Anita: And the function was basically the same as to cover people moving somewhere in their vehicle.

Mikołaj: Definitely. And the speeds were the same basically. The early cars were not moving as fast as today. They were rather a little bit faster, or sometimes even slower than running a horse. So that wasn’t the case to take care of any other aspects of design. This design was functional, used the materials and technologies already known by people, but the transition was in different placement of needs of people. Looking at that, that technology was a little bit behind the needs. So when needs came through then something had to change. We had to adjust the technology a little bit, maybe search for some materials like metals, like soft materials, to cover the roofs, so that the whole assembly is not that heavy so that the cars could lift it or move it with their low power engines, really low power, it was  a single horsepower.

Voytek: Single digits.

Mikołaj: Single digits. And probably that’s why horsepower also came to real life, so that you were replacing one physical horse with an engine that could produce the force made by horses, and it stays with us.

Voytek: So, that was from what I understand the first sort of push from designers to manufacturers. Basically, the clients - the users forced some sort of change. In order to supply, to meet the demand, they had to change the manufacturing technology to be able to produce enough units to be sold.

Mikołaj: I don’t think that the users were the main group because now we are thinking of users. But then I think it was— There were other problems, like huge pollution in cities when there were a lot of horses. So there was a lot of—

Voytek: Feces.

Mikołaj: Yes. So this, maybe, brought some solutions on how to transport people differently and how to make it affordable. Maybe this was the reason to push manufacturers forward. So finally people could benefit from these innovations. But for that time, I am not pretty sure that users were most important in that riddle.

Voytek: Okay. That was the sort of beginning of the assembly line, the production line, and it spread all around the world, basically, to every single industry that we can think of today. But there’s still a huge gap between what you just described and what we know today so what was the next sort of pivotal push between manufacturers and designers that pushed everything forward, sort of?

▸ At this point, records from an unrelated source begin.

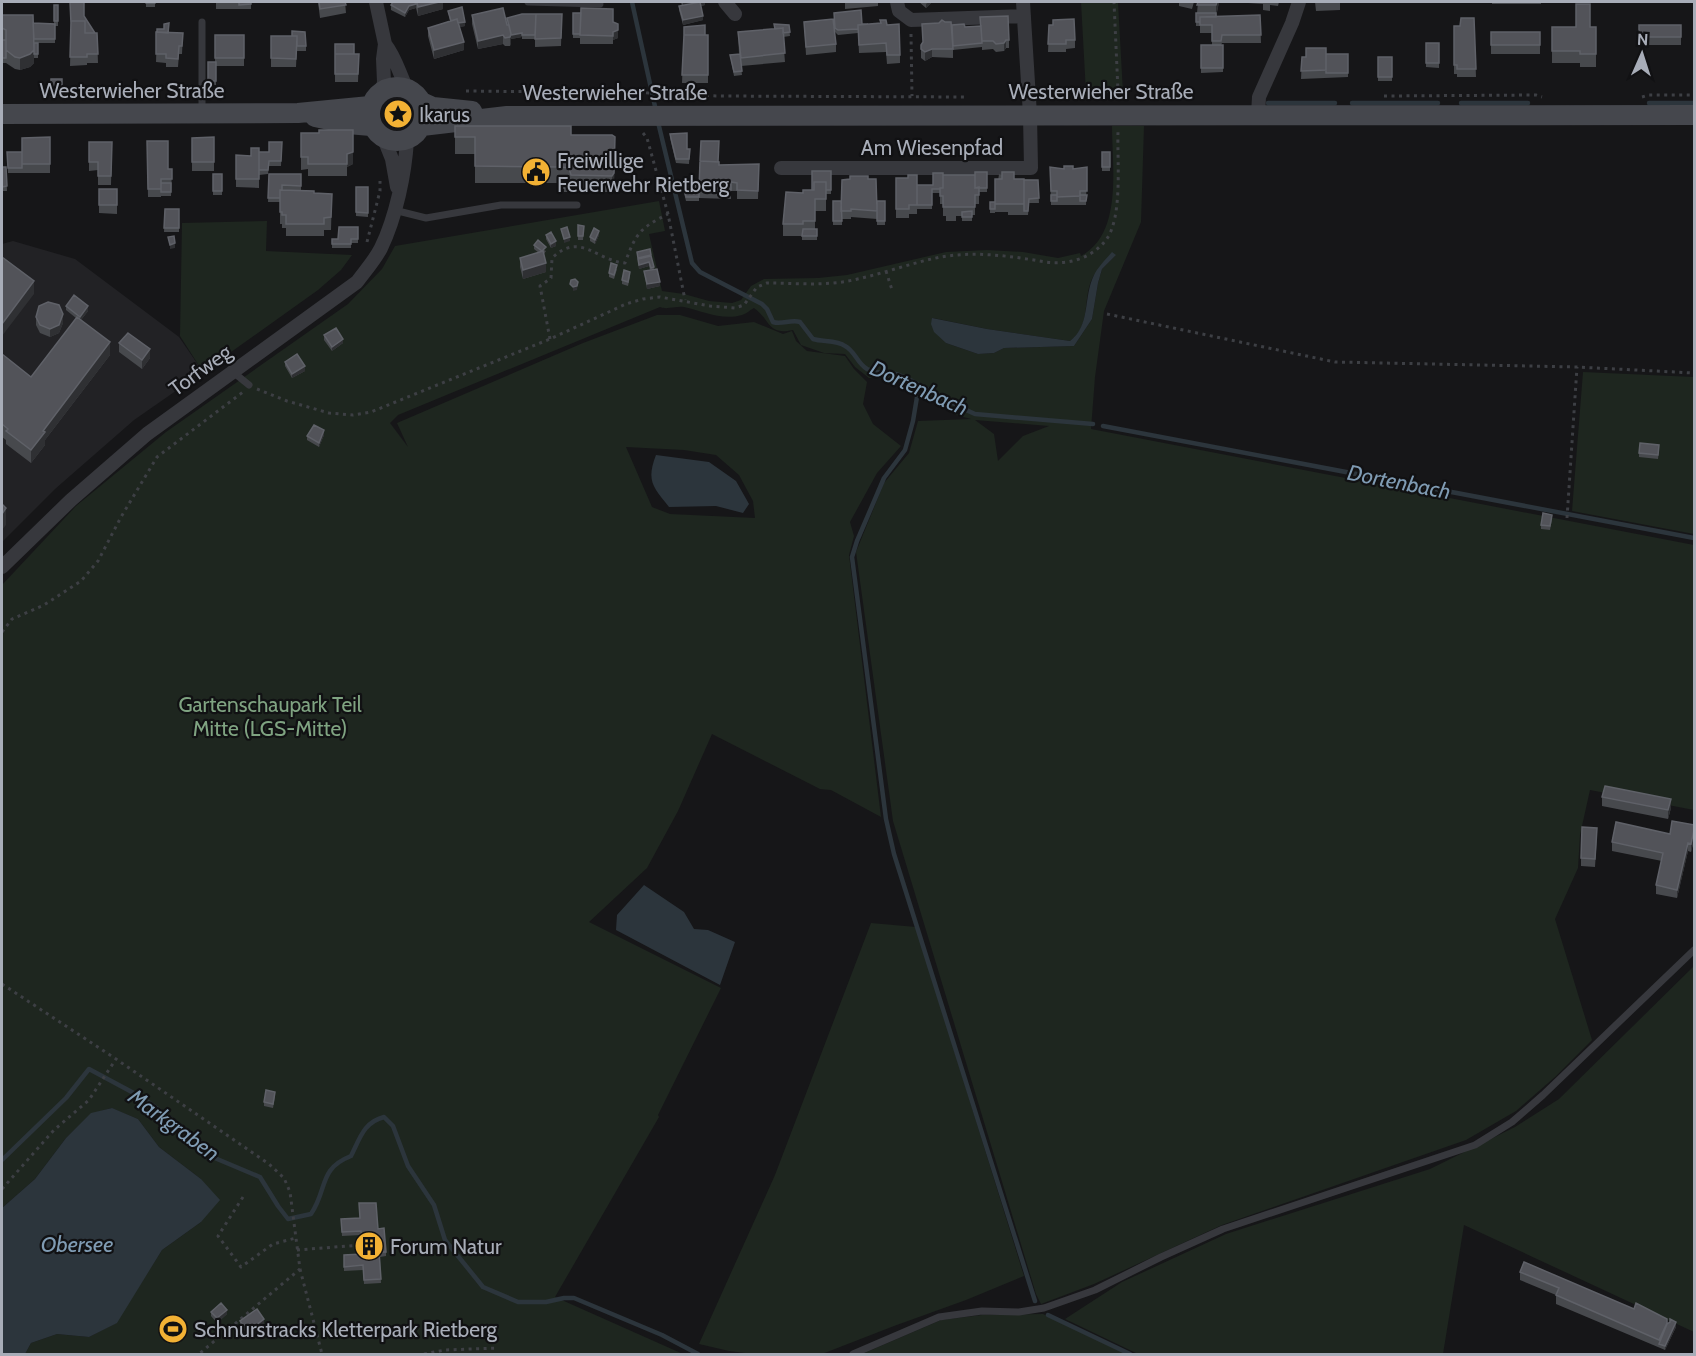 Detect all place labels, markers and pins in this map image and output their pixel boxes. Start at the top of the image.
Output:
place icon: Ikarus [382,98,414,130]
place label: Ikarus [419,102,470,127]
place label: Freiwillige Feuerwehr Rietberg [557,148,730,197]
public building icon: Freiwillige Feuerwehr Rietberg [520,156,552,188]
building icon: Forum Natur [353,1230,385,1262]
place label: Forum Natur [390,1234,502,1259]
sports icon: Schnurstracks Kletterpark Rietberg [157,1313,189,1345]
place label: Schnurstracks Kletterpark Rietberg [194,1317,497,1342]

Anita: I think that one of those things was definitely computer aided softwares, because this was a partially very technical thing, and partially very creative, because you were making the design in that software. And at first, I think the whole story started somewhere in the 50s with the first scholar experiments with computer aided design, but later on in the 80s the whole thing was progressing. And in the heavy industries, in the automotive industry, like Mikołaj said, the computer aided software was a very important tool for making the optimized decision. And at first, they were very exclusive because they were very closely combined with what, I don’t know, machinery - for example, some car company has in their workshops, so that was the tool for the design team, for example, to talk with the workshop team, so that they can move faster and make solutions for assembly lines. And that was, as I said, very exclusive: partially because all of the computers and all of the machines that have computing power were very expensive. So it wasn’t something that was accessible for many engineers around the world. But with the PC revolution, with the computer expansion and development, these things became more accessible and cheaper.

Voytek: So, you mean like the 80s or 90s of last century?

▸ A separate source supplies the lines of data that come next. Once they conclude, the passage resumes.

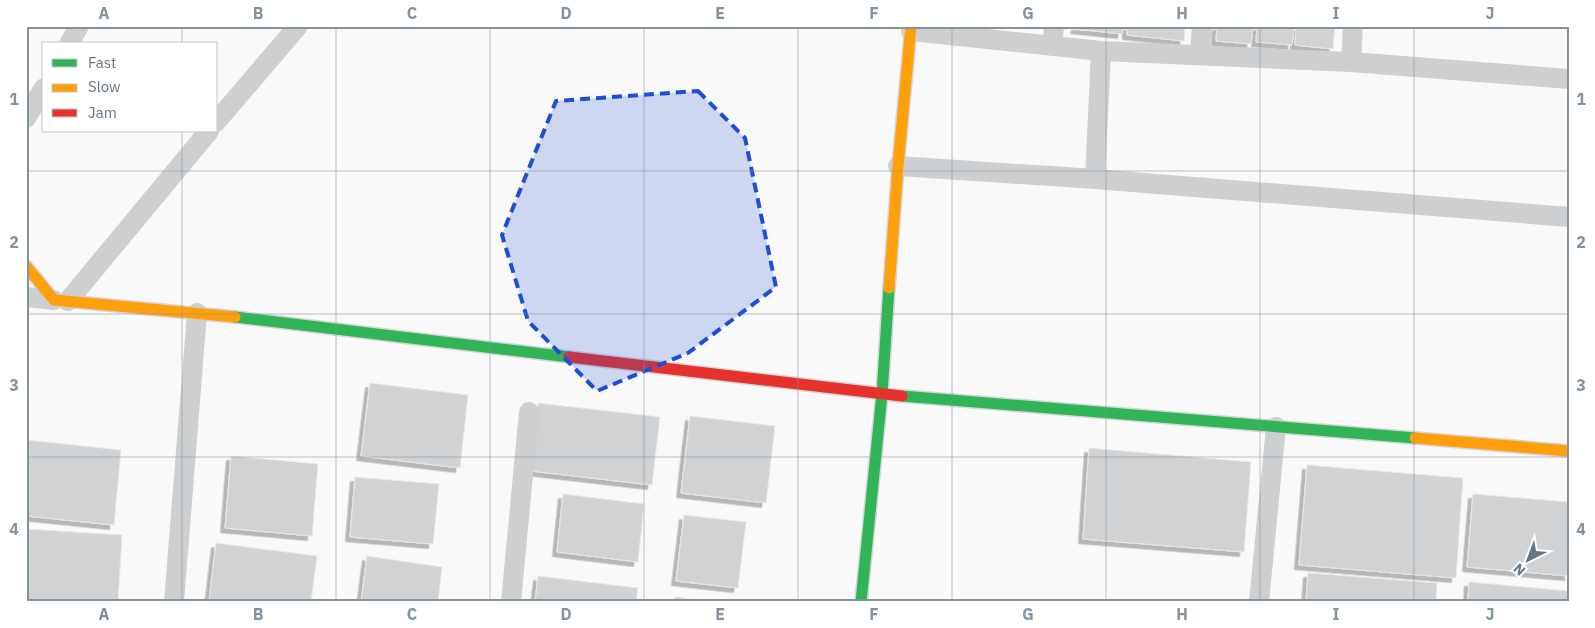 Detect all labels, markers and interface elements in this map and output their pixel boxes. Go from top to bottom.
text: A [99,3,110,23]
text: B [253,3,264,23]
text: C [407,3,417,23]
text: D [560,3,572,23]
text: E [715,3,725,23]
text: F [869,3,879,23]
text: G [1022,3,1034,23]
text: H [1176,3,1188,23]
text: I [1333,3,1340,23]
text: J [1486,3,1494,23]
legend [42,42,218,132]
text: Fast [88,53,116,72]
text: Slow [88,77,121,96]
text: 1 [9,89,19,109]
text: 1 [1576,89,1586,109]
text: Jam [88,103,117,122]
text: 2 [9,232,19,252]
text: 2 [1576,232,1586,252]
text: 3 [9,375,19,395]
text: 3 [1576,375,1586,395]
text: 4 [9,519,19,539]
text: 4 [1576,519,1586,539]
north arrow [1502,536,1552,586]
text: N [1510,560,1529,580]
text: A [99,604,110,624]
text: B [253,604,264,624]
text: C [407,604,417,624]
text: D [560,604,572,624]
text: E [715,604,725,624]
text: F [869,604,879,624]
text: G [1022,604,1034,624]
text: H [1176,604,1188,624]
text: I [1333,604,1340,624]
text: J [1486,604,1494,624]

Anita: Yeah, I think that somewhere in the 90s when they were quite powerful PC computers that became accessible for people, many engineers, or even many customers were able to buy themselves some very simple CAD software that were pushing their imagination and maybe pushing different smaller and lighter types of industry forward.

Voytek: Okay, so this sort of, I wouldn’t say niche, but very narrow group of experts that were able to use the software that were also probably very in sync and in communication with manufacturers or their own manufacturing facilities. Suddenly they sort of, I wouldn’t say that lost anything, but their group suddenly expanded by hundreds of thousands, probably, of people, not necessarily skilled or experienced people.  Like you said, anyone who had a personal computer in their home, and could afford both the PC and the software, could start being a designer. So I assume that was a huge—

Anita: Democratization.

Voytek: Democratization of imagination. But the landscape of designers suddenly changed, right?

Mikołaj: Right. And I have got one thing to add, because this perspective of skilled people, when you said that is shifting today rapidly. Now, we have  lots of designers. We have lots of manufacturers, they have CNC machines, they have a lot of sophisticated technologies in house. However, we are approaching times when we are going to lack specialists and people skilled enough to do some manual work, which is still one of the most important skills in a manufacturing facility. The so-called human touch is nearly impossible to avoid when doing something really precisely.

Voytek: You mean not everything can be automated?

Mikołaj: Yes, not everything can be automated. If you are, for example, manufacturing a tool for mass manufacturing, you have to calibrate or you have to polish the surfaces nearly perfectly. And for now, we don’t know any technology that is better than human with those finishing touches, of course, you can chemically polish all the surfaces. But if you have to simply match the mold parts together, still, the human is the most skilled person in this factory. Human is a person, yeah, something obvious.

Anita: Person as a human.

Mikołaj: Yes, a person as a human. So it’s really important to have specialists nowadays, even if we have this much technology.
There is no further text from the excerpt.